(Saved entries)
*** Block opens ***

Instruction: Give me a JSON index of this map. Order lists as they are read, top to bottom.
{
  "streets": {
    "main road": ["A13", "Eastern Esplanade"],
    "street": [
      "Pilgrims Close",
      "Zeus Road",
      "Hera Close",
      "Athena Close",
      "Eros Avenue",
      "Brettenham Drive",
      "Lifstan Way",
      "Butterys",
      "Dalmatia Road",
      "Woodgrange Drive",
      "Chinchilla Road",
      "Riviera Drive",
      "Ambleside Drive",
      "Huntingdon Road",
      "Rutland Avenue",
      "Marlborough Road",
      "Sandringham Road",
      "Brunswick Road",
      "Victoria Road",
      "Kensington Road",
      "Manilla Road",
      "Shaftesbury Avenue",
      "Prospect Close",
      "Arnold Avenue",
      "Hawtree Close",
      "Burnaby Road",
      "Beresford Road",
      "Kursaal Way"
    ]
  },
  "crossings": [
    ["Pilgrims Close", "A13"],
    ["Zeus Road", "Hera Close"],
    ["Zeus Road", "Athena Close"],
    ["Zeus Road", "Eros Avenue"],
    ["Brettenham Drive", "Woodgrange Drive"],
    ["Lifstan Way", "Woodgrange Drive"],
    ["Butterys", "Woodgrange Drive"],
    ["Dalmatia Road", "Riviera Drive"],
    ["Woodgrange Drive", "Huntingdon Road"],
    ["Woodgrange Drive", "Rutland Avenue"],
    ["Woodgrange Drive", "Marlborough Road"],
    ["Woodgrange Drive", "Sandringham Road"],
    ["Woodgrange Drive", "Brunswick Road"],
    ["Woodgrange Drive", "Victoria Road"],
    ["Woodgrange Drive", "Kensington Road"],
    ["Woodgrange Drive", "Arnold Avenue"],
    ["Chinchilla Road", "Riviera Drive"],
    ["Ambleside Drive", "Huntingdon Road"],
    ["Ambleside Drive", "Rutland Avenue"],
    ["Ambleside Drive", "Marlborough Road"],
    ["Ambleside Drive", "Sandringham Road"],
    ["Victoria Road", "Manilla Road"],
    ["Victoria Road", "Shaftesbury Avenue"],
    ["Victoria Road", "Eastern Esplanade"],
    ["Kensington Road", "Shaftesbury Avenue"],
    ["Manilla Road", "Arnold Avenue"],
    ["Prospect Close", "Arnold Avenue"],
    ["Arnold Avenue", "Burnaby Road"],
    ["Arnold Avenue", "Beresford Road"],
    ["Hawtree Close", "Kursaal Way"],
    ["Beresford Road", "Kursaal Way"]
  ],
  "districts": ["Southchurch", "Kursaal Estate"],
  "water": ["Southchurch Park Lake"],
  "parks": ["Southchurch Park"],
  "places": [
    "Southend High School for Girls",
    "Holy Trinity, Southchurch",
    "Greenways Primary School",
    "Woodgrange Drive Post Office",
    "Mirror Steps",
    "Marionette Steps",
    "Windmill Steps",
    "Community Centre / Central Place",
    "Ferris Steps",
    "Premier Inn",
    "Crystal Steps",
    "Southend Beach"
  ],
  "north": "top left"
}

*** Block closes ***

**EXERCISE DETAILS:** Among the lines above, which contain the word "Chinchilla"? Copy every one.

**RESPONSE TO THE EXERCISE:**
      "Chinchilla Road",
    ["Chinchilla Road", "Riviera Drive"],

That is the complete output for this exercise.